The five towns of Cinque Terre
To the north of Cinque Terre is Levanto, a gateway city to the region and about a 4 minute train ride from Monterosso. A little further north and a short day-trip on the train from Cinque Terre are the towns of Portofino and Santa Margherita, which we came through on our train from Milan to Monterosso.
The five villages of Cinque Terre are connected by trails along the sea and trails higher up in the mountains. Path Number 2 along the sea connects all the villages (although two sections from Manarola to Riomaggiore are still closed from the mudslides of 2011) and is the most popular hiking route. The Park charges to hike on Path Number 2, with small shacks at each end to make sure that hikers have paid, 7.5€ ($8.40) for a day, 14.5€ ($16.23) for two days. The hiking card can also be purchased with local train travel included for 12€ ($13.45) for one day or 23€ ($25.77) for two, but since the train fare between Cinque Terre stations is 1.4€ ($1.57, up to 5km) or 1.8€ ($2.02, up to 10km), depending on the distance, the hike out and train back is more cost-effective if we just buy our train ticket when we want to travel.

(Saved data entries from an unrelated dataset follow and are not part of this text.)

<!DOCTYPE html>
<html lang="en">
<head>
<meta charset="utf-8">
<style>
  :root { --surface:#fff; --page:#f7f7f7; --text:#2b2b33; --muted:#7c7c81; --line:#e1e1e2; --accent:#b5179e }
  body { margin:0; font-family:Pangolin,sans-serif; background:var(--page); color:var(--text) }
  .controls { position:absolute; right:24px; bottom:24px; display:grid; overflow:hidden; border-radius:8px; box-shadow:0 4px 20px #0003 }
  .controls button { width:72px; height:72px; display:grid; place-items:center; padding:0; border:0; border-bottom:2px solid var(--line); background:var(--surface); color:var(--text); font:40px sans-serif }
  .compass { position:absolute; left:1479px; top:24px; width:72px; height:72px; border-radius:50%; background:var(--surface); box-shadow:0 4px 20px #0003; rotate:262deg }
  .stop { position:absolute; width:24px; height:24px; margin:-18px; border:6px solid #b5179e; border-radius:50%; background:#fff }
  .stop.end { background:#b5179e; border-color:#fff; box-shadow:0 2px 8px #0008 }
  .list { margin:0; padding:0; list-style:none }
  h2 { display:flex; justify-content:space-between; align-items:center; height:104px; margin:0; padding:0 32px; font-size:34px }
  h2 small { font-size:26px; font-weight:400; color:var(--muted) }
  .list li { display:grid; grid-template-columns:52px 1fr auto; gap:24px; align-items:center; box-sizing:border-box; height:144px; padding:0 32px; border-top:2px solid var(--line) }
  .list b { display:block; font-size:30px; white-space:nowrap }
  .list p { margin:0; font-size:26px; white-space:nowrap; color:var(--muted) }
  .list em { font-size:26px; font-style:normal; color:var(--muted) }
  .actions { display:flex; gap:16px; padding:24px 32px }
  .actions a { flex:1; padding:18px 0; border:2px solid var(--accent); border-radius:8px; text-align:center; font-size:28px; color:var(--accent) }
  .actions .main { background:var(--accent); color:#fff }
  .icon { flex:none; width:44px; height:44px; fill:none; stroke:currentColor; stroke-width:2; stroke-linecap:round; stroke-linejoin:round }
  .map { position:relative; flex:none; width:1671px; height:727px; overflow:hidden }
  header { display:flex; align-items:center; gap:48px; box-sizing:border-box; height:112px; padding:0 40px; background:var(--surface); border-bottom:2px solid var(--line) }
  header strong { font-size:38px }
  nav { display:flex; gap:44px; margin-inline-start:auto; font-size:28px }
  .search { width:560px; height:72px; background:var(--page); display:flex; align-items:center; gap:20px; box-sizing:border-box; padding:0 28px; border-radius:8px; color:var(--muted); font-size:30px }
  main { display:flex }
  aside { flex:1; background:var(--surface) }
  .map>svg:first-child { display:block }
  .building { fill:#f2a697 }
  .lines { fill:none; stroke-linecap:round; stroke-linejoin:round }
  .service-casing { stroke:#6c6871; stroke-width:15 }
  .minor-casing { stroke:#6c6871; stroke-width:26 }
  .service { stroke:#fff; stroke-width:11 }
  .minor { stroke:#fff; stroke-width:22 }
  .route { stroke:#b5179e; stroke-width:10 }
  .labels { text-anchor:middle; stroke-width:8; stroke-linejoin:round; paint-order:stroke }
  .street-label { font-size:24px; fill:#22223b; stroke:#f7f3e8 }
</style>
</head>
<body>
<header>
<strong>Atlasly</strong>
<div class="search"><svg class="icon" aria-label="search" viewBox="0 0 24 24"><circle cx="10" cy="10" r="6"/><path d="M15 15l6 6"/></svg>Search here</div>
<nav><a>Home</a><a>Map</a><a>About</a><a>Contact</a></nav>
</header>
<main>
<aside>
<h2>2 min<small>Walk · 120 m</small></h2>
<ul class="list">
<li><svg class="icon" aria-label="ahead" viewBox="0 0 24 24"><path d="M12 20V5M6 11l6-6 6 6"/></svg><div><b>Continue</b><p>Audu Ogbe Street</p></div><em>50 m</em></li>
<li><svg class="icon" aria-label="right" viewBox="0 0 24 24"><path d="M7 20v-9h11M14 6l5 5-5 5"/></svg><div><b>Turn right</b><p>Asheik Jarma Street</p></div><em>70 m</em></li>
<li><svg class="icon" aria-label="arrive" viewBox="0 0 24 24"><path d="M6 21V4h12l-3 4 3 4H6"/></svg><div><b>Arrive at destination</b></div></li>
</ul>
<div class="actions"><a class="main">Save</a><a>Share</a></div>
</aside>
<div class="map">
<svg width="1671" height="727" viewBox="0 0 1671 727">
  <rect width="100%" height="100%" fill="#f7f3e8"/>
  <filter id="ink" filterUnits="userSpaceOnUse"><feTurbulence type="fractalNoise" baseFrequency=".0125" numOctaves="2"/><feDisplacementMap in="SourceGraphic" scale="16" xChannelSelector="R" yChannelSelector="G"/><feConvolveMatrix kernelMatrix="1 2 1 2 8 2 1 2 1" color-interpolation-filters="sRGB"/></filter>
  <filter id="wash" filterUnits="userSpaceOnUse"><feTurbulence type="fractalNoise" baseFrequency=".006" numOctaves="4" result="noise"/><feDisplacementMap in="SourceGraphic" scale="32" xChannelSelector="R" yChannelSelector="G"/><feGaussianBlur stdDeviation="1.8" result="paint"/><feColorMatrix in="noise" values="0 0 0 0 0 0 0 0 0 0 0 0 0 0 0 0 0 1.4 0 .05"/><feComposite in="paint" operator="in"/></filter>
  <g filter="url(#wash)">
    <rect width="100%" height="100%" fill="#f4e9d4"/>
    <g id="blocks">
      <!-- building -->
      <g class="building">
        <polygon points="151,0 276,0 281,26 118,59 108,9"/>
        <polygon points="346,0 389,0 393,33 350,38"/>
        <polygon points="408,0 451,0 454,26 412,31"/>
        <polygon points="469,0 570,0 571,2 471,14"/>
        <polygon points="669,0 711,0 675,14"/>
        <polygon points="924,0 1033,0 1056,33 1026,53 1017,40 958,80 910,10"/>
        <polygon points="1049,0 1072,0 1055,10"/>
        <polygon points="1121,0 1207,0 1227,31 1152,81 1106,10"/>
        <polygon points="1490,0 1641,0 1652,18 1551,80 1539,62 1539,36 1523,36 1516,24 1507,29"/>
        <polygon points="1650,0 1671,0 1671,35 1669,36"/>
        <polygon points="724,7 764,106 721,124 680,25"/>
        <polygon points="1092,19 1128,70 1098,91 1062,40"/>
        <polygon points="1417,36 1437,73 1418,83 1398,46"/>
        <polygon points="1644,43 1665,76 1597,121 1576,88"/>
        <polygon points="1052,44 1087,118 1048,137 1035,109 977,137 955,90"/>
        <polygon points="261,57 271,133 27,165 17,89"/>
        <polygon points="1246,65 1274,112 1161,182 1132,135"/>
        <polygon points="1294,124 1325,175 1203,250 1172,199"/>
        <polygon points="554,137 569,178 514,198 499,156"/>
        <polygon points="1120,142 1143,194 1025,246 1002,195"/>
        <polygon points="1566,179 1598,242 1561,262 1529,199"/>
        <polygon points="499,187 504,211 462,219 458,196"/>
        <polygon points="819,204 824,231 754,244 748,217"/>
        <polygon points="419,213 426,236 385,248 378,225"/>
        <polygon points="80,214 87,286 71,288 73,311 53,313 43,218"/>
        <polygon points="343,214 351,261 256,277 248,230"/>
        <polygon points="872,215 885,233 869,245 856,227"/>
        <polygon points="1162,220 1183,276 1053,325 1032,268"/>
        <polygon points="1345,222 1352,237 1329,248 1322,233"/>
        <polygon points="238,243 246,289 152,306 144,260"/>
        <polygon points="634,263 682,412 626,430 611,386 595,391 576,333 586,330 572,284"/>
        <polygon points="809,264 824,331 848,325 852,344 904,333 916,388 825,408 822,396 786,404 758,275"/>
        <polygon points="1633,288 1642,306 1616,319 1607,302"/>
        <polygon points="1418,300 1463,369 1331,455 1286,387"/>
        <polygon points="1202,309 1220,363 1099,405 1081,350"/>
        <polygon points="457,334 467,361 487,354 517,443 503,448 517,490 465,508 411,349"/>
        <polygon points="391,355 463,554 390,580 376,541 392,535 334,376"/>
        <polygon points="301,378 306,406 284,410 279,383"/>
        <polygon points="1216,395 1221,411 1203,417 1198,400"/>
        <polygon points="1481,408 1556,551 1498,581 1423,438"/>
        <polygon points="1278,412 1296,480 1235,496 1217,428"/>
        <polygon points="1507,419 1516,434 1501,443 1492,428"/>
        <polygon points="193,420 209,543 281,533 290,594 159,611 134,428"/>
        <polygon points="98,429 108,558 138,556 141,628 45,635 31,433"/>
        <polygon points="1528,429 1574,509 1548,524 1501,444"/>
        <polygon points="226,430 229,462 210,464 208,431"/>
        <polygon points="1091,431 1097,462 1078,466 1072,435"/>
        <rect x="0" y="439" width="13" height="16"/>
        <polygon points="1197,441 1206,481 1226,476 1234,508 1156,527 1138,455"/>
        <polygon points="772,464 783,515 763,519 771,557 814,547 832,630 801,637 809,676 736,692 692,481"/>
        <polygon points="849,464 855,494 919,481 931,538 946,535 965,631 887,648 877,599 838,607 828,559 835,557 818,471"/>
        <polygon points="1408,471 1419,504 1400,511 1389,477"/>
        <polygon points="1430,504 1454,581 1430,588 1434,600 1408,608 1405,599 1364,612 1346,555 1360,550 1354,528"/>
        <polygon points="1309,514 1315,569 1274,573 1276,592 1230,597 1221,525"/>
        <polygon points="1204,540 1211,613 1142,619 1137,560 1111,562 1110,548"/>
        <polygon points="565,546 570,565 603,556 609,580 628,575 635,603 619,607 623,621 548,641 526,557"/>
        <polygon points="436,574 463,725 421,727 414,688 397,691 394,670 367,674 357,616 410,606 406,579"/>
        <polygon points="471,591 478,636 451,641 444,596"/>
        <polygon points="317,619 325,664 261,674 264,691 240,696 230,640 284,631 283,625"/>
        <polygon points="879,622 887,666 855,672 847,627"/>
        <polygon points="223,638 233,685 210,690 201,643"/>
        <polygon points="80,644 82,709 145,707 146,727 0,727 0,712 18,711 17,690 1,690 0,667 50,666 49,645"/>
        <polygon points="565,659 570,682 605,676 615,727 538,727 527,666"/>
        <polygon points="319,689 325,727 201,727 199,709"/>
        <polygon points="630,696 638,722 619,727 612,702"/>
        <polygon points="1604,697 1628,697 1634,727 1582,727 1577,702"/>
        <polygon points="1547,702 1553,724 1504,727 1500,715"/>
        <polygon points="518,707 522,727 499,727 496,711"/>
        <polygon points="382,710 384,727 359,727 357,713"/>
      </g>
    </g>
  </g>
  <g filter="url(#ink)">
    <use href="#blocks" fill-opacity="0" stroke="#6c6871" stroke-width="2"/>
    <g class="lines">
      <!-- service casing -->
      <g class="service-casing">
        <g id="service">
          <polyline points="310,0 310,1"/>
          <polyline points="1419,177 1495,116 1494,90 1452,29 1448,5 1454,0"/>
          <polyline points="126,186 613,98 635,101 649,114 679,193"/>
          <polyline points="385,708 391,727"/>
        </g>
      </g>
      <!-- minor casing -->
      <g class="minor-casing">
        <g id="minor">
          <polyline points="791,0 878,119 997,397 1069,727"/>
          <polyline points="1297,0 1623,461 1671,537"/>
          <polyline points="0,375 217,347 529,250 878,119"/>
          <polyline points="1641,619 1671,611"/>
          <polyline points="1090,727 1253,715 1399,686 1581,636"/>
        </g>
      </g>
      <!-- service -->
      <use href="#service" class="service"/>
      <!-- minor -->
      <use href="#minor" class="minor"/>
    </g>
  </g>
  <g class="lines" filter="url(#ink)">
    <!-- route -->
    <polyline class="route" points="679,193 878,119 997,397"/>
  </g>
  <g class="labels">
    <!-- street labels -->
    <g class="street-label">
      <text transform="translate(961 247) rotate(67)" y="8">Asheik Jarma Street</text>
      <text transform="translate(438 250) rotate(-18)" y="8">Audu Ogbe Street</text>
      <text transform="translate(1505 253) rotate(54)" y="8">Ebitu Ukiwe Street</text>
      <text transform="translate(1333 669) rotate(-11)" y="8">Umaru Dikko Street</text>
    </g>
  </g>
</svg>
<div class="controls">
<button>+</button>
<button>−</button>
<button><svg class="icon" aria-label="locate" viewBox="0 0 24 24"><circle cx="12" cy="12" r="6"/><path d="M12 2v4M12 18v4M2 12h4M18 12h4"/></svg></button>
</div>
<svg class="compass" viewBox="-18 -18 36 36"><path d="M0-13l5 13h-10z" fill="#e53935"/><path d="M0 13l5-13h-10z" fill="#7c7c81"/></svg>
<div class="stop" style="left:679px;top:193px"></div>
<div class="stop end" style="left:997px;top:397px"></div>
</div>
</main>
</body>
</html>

Map of the Cinque Terre region
Map showing elevations
Path Number 2 tends to be crowded, particularly in the afternoon and we have come to prefer Path Number 1, which runs across the top of the mountains from Levanto to Portovenere, at elevations ranging from 500 meters (1640 feet) to 800 meters (2624 feet, ½ mile). The hike from one of the villages, at sea level, up to Path Number 1 is generally straight up, but once we are up, we can go a long ways with relatively small variations in altitude (at least compared with hiking straight up 500 meters to start!).
Path Number 1 is reported to take about 12 hours from Levanto to Portovenere. We haven’t done the full path in one day and won’t this trip either. But, we can break it up and do a section or two every day, returning to Monterosso, Hotel Villa Steno, and an incredible dinner and bottle of local wine every evening as we come down from the mountain. That seems a lot more sensible to us and we do it over the next few days!